PROBLEM TO WORK ON:
Using the listing below, keep only the lines with the word "evenodd" and copy them.

SOURCE DATA:
┌────────

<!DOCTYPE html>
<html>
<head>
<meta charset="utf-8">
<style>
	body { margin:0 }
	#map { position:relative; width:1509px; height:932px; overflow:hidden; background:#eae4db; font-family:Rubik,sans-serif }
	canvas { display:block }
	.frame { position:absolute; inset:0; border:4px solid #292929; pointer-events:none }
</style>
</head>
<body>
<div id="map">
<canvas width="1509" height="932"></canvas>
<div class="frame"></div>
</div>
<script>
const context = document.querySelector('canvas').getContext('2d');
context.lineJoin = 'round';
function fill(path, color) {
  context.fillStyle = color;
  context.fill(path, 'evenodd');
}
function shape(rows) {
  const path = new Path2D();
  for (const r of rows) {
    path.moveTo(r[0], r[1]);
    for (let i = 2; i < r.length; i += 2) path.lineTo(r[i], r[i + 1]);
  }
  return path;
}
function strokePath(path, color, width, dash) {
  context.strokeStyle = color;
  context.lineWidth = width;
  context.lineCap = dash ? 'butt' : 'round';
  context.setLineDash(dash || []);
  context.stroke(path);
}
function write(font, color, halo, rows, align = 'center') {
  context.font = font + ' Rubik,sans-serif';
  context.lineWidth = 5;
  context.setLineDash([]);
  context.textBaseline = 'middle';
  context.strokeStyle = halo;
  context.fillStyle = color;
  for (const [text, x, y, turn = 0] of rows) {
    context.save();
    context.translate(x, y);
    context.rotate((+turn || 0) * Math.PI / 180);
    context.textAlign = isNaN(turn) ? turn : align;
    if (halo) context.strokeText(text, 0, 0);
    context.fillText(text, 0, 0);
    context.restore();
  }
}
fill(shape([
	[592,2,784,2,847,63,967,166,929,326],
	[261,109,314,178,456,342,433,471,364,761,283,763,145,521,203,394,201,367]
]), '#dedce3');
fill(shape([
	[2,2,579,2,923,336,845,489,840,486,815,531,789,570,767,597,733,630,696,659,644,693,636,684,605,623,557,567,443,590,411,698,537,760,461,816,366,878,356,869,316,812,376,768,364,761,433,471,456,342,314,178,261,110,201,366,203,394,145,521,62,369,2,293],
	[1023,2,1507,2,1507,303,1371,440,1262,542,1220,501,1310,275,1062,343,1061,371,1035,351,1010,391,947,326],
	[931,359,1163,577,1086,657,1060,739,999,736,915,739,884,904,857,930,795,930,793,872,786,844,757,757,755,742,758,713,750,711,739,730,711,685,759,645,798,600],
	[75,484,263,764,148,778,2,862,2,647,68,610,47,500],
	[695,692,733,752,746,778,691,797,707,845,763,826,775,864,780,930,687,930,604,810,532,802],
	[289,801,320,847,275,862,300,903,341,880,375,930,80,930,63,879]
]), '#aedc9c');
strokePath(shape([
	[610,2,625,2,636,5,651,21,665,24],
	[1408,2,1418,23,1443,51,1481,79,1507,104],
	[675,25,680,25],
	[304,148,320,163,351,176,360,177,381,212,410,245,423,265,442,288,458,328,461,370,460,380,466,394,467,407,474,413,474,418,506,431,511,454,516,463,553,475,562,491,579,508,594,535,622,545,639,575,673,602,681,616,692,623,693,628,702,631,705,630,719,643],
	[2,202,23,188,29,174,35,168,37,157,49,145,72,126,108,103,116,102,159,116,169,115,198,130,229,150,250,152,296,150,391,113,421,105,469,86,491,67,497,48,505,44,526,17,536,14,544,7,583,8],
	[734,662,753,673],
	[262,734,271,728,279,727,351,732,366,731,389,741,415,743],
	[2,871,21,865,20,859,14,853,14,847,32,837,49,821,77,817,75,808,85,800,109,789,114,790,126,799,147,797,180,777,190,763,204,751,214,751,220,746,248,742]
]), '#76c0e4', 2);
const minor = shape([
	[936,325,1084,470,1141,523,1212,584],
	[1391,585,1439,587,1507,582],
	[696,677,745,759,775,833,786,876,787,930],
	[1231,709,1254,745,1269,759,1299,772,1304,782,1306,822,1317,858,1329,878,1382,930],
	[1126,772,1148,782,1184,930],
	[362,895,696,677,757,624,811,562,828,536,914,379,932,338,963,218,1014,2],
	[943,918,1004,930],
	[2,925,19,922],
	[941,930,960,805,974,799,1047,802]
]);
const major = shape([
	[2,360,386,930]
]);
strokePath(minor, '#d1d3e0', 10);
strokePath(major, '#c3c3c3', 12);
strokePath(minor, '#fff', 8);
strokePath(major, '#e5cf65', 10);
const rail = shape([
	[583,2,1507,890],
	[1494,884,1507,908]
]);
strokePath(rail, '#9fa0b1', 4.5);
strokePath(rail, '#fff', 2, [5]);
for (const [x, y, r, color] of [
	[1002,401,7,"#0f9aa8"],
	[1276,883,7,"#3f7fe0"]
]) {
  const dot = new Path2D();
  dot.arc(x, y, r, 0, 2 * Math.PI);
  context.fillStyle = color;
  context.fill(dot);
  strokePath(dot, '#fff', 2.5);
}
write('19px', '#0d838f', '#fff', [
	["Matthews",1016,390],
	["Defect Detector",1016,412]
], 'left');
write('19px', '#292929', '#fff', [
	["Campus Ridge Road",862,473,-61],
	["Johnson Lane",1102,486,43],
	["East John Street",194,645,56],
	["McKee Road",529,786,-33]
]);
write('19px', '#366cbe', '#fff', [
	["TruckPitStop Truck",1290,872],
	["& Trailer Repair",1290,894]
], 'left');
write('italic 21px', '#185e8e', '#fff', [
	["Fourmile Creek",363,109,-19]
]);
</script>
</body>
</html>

└────────
┌────────

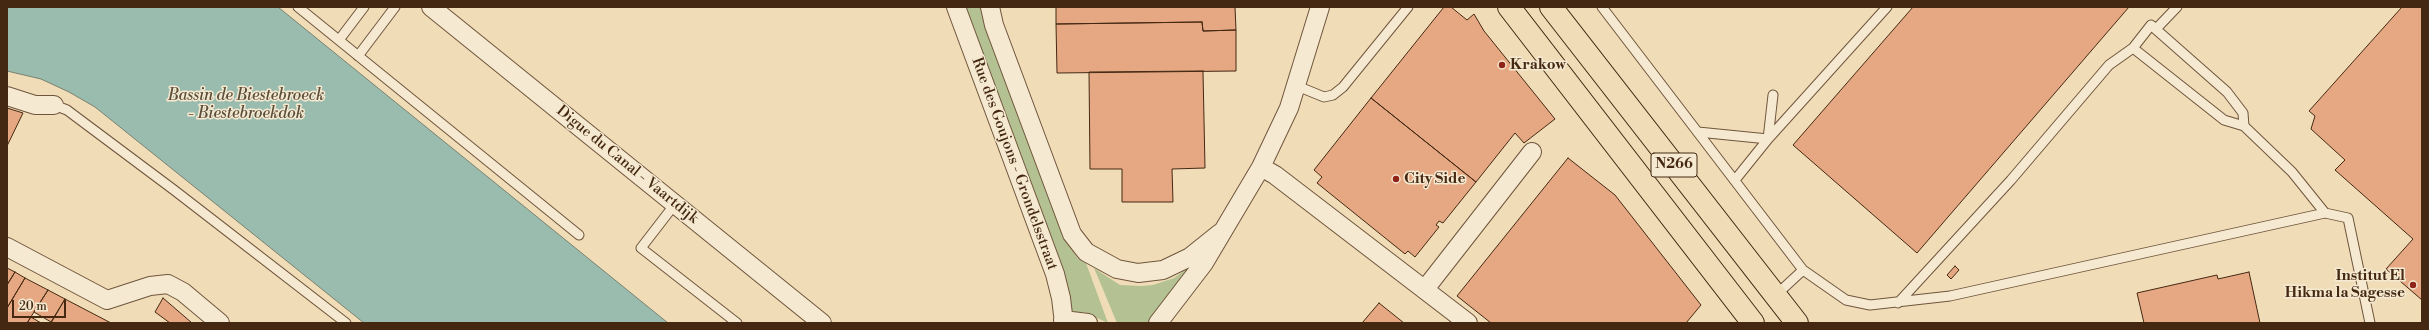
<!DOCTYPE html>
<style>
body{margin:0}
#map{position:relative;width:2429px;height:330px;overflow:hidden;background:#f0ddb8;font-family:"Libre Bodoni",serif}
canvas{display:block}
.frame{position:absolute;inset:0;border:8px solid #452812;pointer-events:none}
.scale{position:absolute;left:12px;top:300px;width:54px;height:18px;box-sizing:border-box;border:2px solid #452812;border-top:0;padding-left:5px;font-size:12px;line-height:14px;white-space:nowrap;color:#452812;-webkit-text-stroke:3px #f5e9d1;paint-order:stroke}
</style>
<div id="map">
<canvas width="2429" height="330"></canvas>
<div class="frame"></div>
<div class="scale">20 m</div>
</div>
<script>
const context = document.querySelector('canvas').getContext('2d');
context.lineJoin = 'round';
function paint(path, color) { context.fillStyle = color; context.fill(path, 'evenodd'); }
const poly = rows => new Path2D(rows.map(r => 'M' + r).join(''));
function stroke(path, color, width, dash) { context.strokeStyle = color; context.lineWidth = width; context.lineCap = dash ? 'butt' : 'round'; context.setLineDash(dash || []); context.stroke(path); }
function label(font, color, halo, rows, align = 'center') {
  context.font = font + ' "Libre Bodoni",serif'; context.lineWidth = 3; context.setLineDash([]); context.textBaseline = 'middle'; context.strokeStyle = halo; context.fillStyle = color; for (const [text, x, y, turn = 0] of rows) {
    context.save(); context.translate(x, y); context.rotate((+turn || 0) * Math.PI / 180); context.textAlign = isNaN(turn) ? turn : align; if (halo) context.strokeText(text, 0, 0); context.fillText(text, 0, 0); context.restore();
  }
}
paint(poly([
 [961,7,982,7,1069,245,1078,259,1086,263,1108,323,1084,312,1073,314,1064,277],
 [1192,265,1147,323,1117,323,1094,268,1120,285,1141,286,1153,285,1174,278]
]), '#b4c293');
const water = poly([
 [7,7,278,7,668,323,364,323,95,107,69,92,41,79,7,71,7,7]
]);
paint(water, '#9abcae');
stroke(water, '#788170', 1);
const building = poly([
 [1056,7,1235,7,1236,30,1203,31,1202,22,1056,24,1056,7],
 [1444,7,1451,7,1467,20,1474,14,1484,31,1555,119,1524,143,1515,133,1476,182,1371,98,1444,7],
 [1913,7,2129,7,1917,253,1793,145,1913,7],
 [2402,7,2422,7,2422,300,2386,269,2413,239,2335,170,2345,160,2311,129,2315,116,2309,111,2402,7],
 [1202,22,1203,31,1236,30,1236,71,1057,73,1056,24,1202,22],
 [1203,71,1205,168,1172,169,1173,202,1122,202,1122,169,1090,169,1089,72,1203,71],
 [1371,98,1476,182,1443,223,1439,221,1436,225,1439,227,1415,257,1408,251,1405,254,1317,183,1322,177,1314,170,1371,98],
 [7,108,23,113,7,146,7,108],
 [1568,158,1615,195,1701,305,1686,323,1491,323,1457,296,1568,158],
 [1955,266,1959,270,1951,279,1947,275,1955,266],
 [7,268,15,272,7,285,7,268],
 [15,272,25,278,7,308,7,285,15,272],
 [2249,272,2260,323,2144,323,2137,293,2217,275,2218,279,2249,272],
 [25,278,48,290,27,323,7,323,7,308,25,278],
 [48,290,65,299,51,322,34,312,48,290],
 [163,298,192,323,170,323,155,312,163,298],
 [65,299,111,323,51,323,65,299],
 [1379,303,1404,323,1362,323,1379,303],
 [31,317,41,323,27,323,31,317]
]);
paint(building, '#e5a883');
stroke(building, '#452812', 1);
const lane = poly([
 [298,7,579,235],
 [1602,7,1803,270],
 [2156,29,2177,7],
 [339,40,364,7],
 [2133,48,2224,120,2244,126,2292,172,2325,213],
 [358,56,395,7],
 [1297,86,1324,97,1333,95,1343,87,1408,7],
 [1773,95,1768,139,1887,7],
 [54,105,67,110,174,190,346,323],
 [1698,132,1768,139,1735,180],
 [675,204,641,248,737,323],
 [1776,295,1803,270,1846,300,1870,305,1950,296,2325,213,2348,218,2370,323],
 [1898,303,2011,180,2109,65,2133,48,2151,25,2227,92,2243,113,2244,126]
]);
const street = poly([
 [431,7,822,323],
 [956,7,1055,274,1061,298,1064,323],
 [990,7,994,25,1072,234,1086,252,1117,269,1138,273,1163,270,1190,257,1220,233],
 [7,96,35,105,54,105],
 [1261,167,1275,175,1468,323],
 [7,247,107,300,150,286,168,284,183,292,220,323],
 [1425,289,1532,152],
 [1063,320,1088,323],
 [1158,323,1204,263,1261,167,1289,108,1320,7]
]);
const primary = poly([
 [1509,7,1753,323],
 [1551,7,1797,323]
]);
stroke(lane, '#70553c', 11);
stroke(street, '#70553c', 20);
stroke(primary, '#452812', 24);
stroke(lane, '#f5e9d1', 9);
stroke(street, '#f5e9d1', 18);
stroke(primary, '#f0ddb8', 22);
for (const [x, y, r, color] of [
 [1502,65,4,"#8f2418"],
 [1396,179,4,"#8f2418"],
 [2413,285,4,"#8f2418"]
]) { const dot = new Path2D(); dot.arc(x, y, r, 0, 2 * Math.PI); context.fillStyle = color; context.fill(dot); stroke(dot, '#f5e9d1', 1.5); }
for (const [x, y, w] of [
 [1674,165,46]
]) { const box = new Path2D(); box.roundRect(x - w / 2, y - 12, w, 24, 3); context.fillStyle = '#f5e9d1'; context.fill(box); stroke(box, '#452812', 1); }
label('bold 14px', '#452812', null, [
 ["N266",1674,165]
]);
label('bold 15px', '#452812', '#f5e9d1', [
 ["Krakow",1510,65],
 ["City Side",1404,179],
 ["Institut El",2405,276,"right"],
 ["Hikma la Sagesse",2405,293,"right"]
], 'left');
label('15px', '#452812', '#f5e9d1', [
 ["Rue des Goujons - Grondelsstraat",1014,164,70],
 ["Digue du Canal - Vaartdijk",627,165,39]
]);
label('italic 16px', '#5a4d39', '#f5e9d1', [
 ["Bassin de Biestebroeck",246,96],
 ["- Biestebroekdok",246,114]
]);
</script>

└────────

TASK SOLUTION:
  context.fill(path, 'evenodd');
function paint(path, color) { context.fillStyle = color; context.fill(path, 'evenodd'); }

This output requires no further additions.